Recently, a group of researchers at Drexel University--including Dr. James Herbert, who we interviewed about mindfulness over the summer--conducted a study comparing Acceptance and Commitment Therapy (ACT) and Cognitive Therapy (CT) for disordered eating. Juarascio and colleagues looked at people in treatment with "subclinical eating pathology"--meaning that most people identified problematic eating behavior but didn't qualify for an official eating disorder diagnosis.
Although CBT is considered the gold-standard for eating disorder treatment, some research indicates only 30-50% of people completely stop binging and purging, according to research cited by the authors. Consequently, there seems to be some room for improvement.
This study appears to have been culled from the leftovers from a previous study of ACT and CT treatment for anxiety and depression (Foreman et al., 2007), that it was pulled from the same data set. It looks like the authors found that a number of participants (N = 55) from the data set reported eating disordered behavior and ran additional analyses on these individuals.
This study is what is known as an effectiveness study. It doesn't have the control of an efficacy study, but it plays out closer to what happens in real life. This makes it more naturalistic. (Click here for a quick explanation of efficacy vs. effectiveness.)
Participants agreed to the study and were randomly assigned to either an ACT or a CT therapist. These were students at a post-baccalaureate institution who received treatment from one of 23 doctoral students trained in both ACT and CT. Therapy was not conducted through a manual or protocol, as would happen in an efficacy study.
The researchers predicted people who received ACT would show greater improvements than those who received CT, and analyses supported this hypothesis. Although CT lead to small improvements in eating disorder behavior, ACT led to very large improvements.
Because treatment wasn't manualized, we don't know exactly what components of CT and ACT were drawn upon in therapy. In addition, CT participants didn't necessarily receive gold-standard CT protocols for eating disordered behavior. In fact, as they note, the researchers are not certain if eating disordered behavior was a focus. And, as was noted, the eating disordered problems were generally subclinical.
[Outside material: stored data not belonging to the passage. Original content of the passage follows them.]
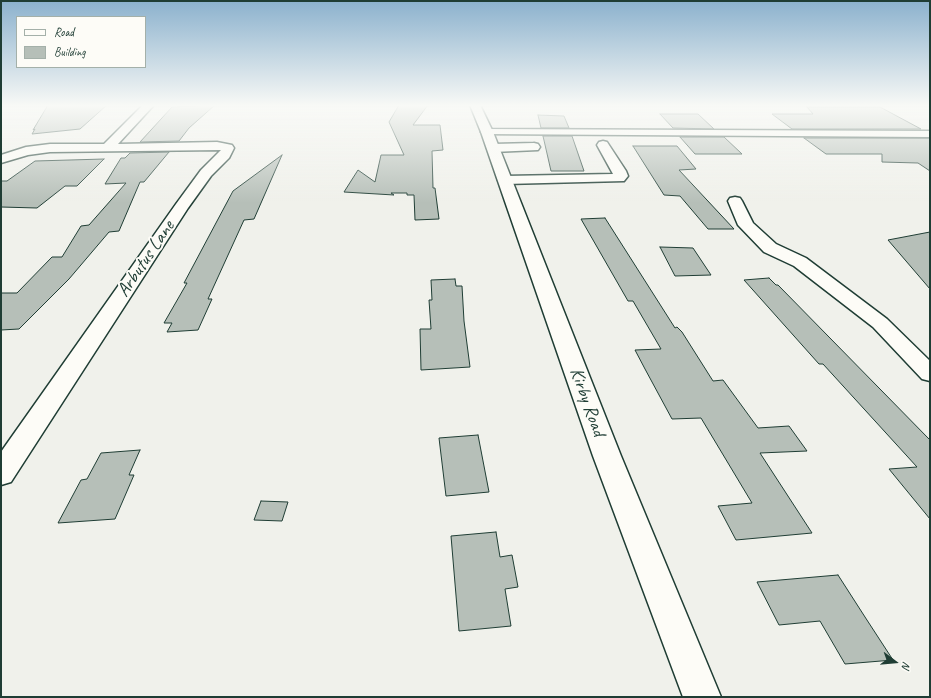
<!DOCTYPE html>
<html>
<head>
<meta charset="utf-8">
<style>
  body { margin:0 }
  #map { position:relative; width:931px; height:698px; overflow:hidden; background:#f0f1eb; font-family:Caveat,sans-serif }
  canvas { display:block }
  .frame { position:absolute; inset:0; border:2px solid #1f3d34; pointer-events:none }
  .legend { position:absolute; left:16px; top:16px; width:130px; height:52px; box-sizing:border-box; background:#fdfcf7; border:1px solid #a4b0a9; margin:0; padding:5px 7px; list-style:none; font-size:12px; color:#1f3d34 }
  .legend li { display:flex; align-items:center; gap:8px; height:20px }
  .legend b { width:20px; border:1px solid #a4b0a9 }
  .north { position:absolute; left:875px; top:642px; width:40px; height:40px; -webkit-text-stroke:3px #fdfcf7; paint-order:stroke; rotate:106deg; font-size:11px; font-weight:700; line-height:16px; text-align:center; color:#1f3d34 }
  .north::after { content:''; display:block; margin:auto; width:14px; height:18px; background:#1f3d34; clip-path:polygon(50% 0,100% 100%,50% 72%,0 100%) }
</style>
</head>
<body>
<div id="map">
<canvas width="931" height="698"></canvas>
<div class="frame"></div>
<ul class="legend">
<li><b style="height:5px;background:#fdfcf7"></b>Road</li>
<li><b style="height:11px;background:#b6bfb8"></b>Building</li>
</ul>
<div class="north">N</div>
</div>
<script>
const context = document.querySelector('canvas').getContext('2d');
context.lineJoin = 'round';
function fillPath(path, color) { context.fillStyle = color; context.fill(path, 'evenodd'); }
const poly = rows => new Path2D(rows.map(r => 'M' + r).join(''));
function trace(path, color, width, dash) { context.strokeStyle = color; context.lineWidth = width; context.lineCap = dash ? 'butt' : 'round'; context.setLineDash(dash || []); context.stroke(path); }
function write(font, color, halo, rows, align = 'center') {
  context.font = font + ' Caveat,sans-serif'; context.lineWidth = 4; context.setLineDash([]); context.textBaseline = 'middle'; context.strokeStyle = halo; context.fillStyle = color; for (const [text, x, y, turn = 0] of rows) {
    context.save(); context.translate(x, y); context.rotate((+turn || 0) * Math.PI / 180); context.textAlign = isNaN(turn) ? turn : align; if (halo) context.strokeText(text, 0, 0); context.fillText(text, 0, 0); context.restore();
  }
}
const building = poly([
  [48,105,107,105,80,129,32,134,35,129,33,130,48,105],
  [215,105,189,128,179,141,140,142,172,107,215,105],
  [399,105,428,105,413,125,440,125,443,150,432,151,433,188,435,188,439,219,415,220,414,195,407,195,407,193,391,193,394,195,344,192,358,170,375,182,381,155,404,155,389,122,399,105],
  [807,107,880,107,921,129,792,129,772,114,813,114,807,107],
  [660,114,698,114,714,129,673,128,660,114],
  [538,115,564,116,569,128,541,128,538,115],
  [543,136,572,136,584,171,551,171,543,136],
  [680,137,724,137,742,154,695,154,680,137],
  [804,138,930,138,930,171,918,163,882,162,882,154,826,154,804,138],
  [633,146,677,146,696,169,679,170,734,229,708,229,680,196,664,195,633,146],
  [169,152,144,182,140,182,119,231,109,232,69,279,19,329,1,330,1,293,17,293,52,257,62,257,81,226,89,225,126,183,105,184,121,158,125,158,130,153,169,152],
  [282,155,254,219,244,220,208,299,212,299,198,330,167,332,172,323,164,323,187,283,184,283,233,191,282,155],
  [104,159,77,186,65,186,37,208,1,207,1,181,7,181,35,161,104,159],
  [605,218,675,328,677,327,682,332,713,381,723,380,758,428,789,426,807,451,760,453,812,533,736,540,718,506,752,503,701,418,672,419,645,369,635,350,661,349,633,301,628,301,581,219,605,218],
  [930,232,930,289,888,240,930,232],
  [660,247,693,248,711,275,675,276,660,247],
  [769,278,776,285,778,285,930,440,930,519,889,469,917,467,823,364,819,364,744,280,769,278],
  [455,279,456,286,462,286,464,321,470,367,421,370,420,329,431,329,429,300,432,300,431,280,455,279],
  [478,435,489,492,446,496,439,438,478,435],
  [140,450,129,475,134,475,115,519,58,523,81,480,87,479,101,453,140,450],
  [261,501,288,502,282,521,254,520,261,501],
  [496,532,500,557,512,555,518,587,505,589,511,626,459,631,451,536,496,532],
  [838,575,865,617,893,660,845,664,820,621,779,625,757,582,838,575]
]);
fillPath(building, '#b6bfb8');
trace(building, '#1f3d34', 1);
const minor = poly([
  [143,105,154,105,118,144,217,142,232,145,234,148,229,158,211,176,188,208,11,482,1,485,1,452,176,204,201,170,221,150,50,152,28,155,1,163,1,155,26,147,50,144,104,144,143,105],
  [487,129,930,131,930,137,483,134,481,132,483,130,487,129],
  [603,141,607,142,626,171,628,176,624,181,505,184,500,183,498,180,500,177,505,176,613,174,597,145,599,142,603,141],
  [534,143,538,144,540,147,538,150,493,152,489,151,487,148,489,145,493,144,534,143],
  [735,197,740,198,742,201,753,223,776,244,806,258,887,319,930,361,930,381,922,379,873,327,794,266,764,252,738,225,728,201,730,198,735,197]
]);
const major = poly([
  [470,105,480,105,493,132,621,456,721,697,683,697,593,456,481,132,470,105]
]);
trace(minor, '#1f3d34', 3);
trace(major, '#1f3d34', 3);
fillPath(minor, '#fdfcf7');
fillPath(major, '#fdfcf7');
const sky = context.createLinearGradient(0, 0, 0, 203);
sky.addColorStop(0, '#8bb1cd');
sky.addColorStop(0.52, '#f8f9f6');
sky.addColorStop(1, '#f8f9f600');
context.fillStyle = sky;
context.fillRect(0, 0, 931, 203);
write('19px', '#1f3d34', '#fdfcf7', [
  ["Arbutus Lane",146,259,-56],
  ["Kirby Road",587,402,70]
]);
</script>
</body>
</html>
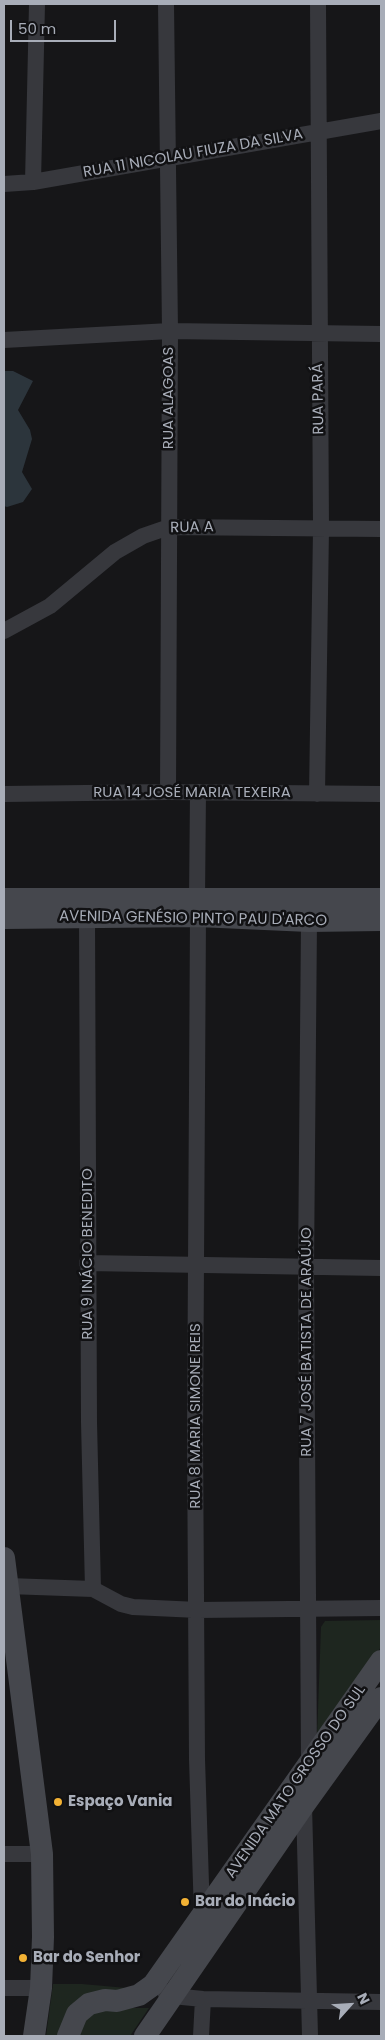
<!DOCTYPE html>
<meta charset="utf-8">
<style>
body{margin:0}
#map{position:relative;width:385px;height:2040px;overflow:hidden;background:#161618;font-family:Poppins,sans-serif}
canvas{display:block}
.frame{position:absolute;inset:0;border:5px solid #a8adb8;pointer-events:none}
.north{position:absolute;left:325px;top:1980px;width:50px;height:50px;-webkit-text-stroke:4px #111113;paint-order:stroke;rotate:64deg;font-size:14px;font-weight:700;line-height:20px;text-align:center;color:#a8adb8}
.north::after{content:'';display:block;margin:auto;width:18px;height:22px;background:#a8adb8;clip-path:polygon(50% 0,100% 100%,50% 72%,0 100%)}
.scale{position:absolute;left:10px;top:20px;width:106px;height:22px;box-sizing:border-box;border:2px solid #a8adb8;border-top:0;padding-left:6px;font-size:15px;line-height:18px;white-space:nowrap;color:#a8adb8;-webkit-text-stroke:4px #111113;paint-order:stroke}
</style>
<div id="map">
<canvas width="385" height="2040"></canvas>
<div class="frame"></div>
<div class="north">N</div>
<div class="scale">50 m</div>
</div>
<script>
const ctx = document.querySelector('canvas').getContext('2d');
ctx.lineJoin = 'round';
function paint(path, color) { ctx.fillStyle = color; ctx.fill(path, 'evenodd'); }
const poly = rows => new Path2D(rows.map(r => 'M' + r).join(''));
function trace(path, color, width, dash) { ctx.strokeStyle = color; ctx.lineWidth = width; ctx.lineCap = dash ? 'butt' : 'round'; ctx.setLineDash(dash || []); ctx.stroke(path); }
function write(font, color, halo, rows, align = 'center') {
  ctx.font = font + ' Poppins,sans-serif'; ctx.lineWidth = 5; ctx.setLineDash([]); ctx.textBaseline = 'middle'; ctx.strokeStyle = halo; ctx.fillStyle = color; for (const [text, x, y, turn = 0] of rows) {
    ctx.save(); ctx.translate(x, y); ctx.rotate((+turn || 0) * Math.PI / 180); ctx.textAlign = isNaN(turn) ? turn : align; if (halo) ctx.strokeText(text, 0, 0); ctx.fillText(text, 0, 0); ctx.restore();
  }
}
const green = poly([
 [381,1620,381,1647,319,1738,317,1737,321,1627,325,1621],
 [53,1984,82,1984,127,1988,62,2036,46,2036],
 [96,2008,149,2008,130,2036,78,2036,82,2022]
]);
const water = poly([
 [4,371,13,371,33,381,18,410,30,430,32,439,22,472,32,489,23,502,7,507,4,506]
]);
const street = poly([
 [166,4,170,331,168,792],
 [33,182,37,4],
 [4,184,33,182,381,121],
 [4,340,170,331,381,334],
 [4,631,50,606,115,552,143,536,169,527,381,529],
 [4,794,168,792,381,794],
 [317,794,321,529,318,4],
 [197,899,198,792],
 [198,916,195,1437,197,1759,202,1915],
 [87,918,89,1422,93,1589],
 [309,921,306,1267,309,1763],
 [87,1263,381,1268],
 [8,1586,93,1589,121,1604,133,1607,198,1610,381,1608],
 [304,1805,310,2036],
 [4,1854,42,1854],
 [4,1988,41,1988],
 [165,1992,172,1996,203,1999,381,2002],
 [201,2036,203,1999]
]);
const secondary = poly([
 [4,899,381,899],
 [4,918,198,916,309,921,381,920],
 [4,1558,42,1854,43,1937,41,1988,34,2036],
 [68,2036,77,2014,89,2004,105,2000,117,2001,139,1995,153,1985,381,1661],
 [145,2036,304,1805,381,1698]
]);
const markers = [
 [58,1802,5,"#f2b134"],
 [185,1902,5,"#f2b134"],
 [23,1958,5,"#f2b134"]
];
const streetNames = [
 ["RUA 11 NICOLAU FIUZA DA SILVA",193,154,-10],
 ["RUA ALAGOAS",169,398,-90],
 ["RUA PARÁ",319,399,-91],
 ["RUA A",192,528,-1],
 ["RUA 14 JOSÉ MARIA TEXEIRA",192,793],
 ["AVENIDA GENÉSIO PINTO PAU D'ARCO",193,919,1],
 ["RUA 9 INÁCIO BENEDITO",88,1254,-90],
 ["RUA 7 JOSÉ BATISTA DE ARAÚJO",307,1342,-90],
 ["RUA 8 MARIA SIMONE REIS",196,1416,-90],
 ["AVENIDA MATO GROSSO DO SUL",296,1782,-55]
];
const poiNames = [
 ["Espaço Vania",68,1802],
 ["Bar do Inácio",195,1902],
 ["Bar do Senhor",33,1958]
];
paint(green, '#1e261f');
paint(water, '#2c353c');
trace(street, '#37383d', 16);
trace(secondary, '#45474d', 22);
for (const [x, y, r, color] of markers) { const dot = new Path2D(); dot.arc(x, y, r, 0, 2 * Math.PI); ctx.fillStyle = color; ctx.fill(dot); trace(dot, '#111113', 2); }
write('15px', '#a8adb8', '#111113', streetNames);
write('bold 15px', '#a8adb8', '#111113', poiNames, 'left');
</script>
For these reasons, this study cannot be considered a test of a gold-standard cognitive behavioral treatment for eating disorders against ACT.
That said, this study has wonderful real world validity. If someone with eating disordered problems walked into a CT or an ACT therapist's office, this is the kind of treatment he or she may be likely to receive. Fewer clinicians use the kind of manualized treatments that are used in more controlled studies (e.g., RCT's), although knowledge of manualized treatments can be very useful in real world practice.
This study provides pretty good evidence for the effectiveness of ACT in addressing eating disordered behavior. ACT promotes greater mindfulness, acceptance, and movement towards valued directions; by contrast, CT focuses on changing the content of one's thinking. Results suggest ACT processes of change may be more appropriate for individuals with eating disordered problems than CT processes.
Drs. Forman and Herbert have large collection of their research available as PDF's on their Drexel research lab page. Click here to download a copy of the article.
For the full citation:
Juarascio, A. S., Forman, E. M., & Herbert, J. D. (2010). Acceptance and Commitment Therapy versus Cognitive Therapy for the treatment of comorbid eating pathology. Behavior Modification, 34(2), 175-190.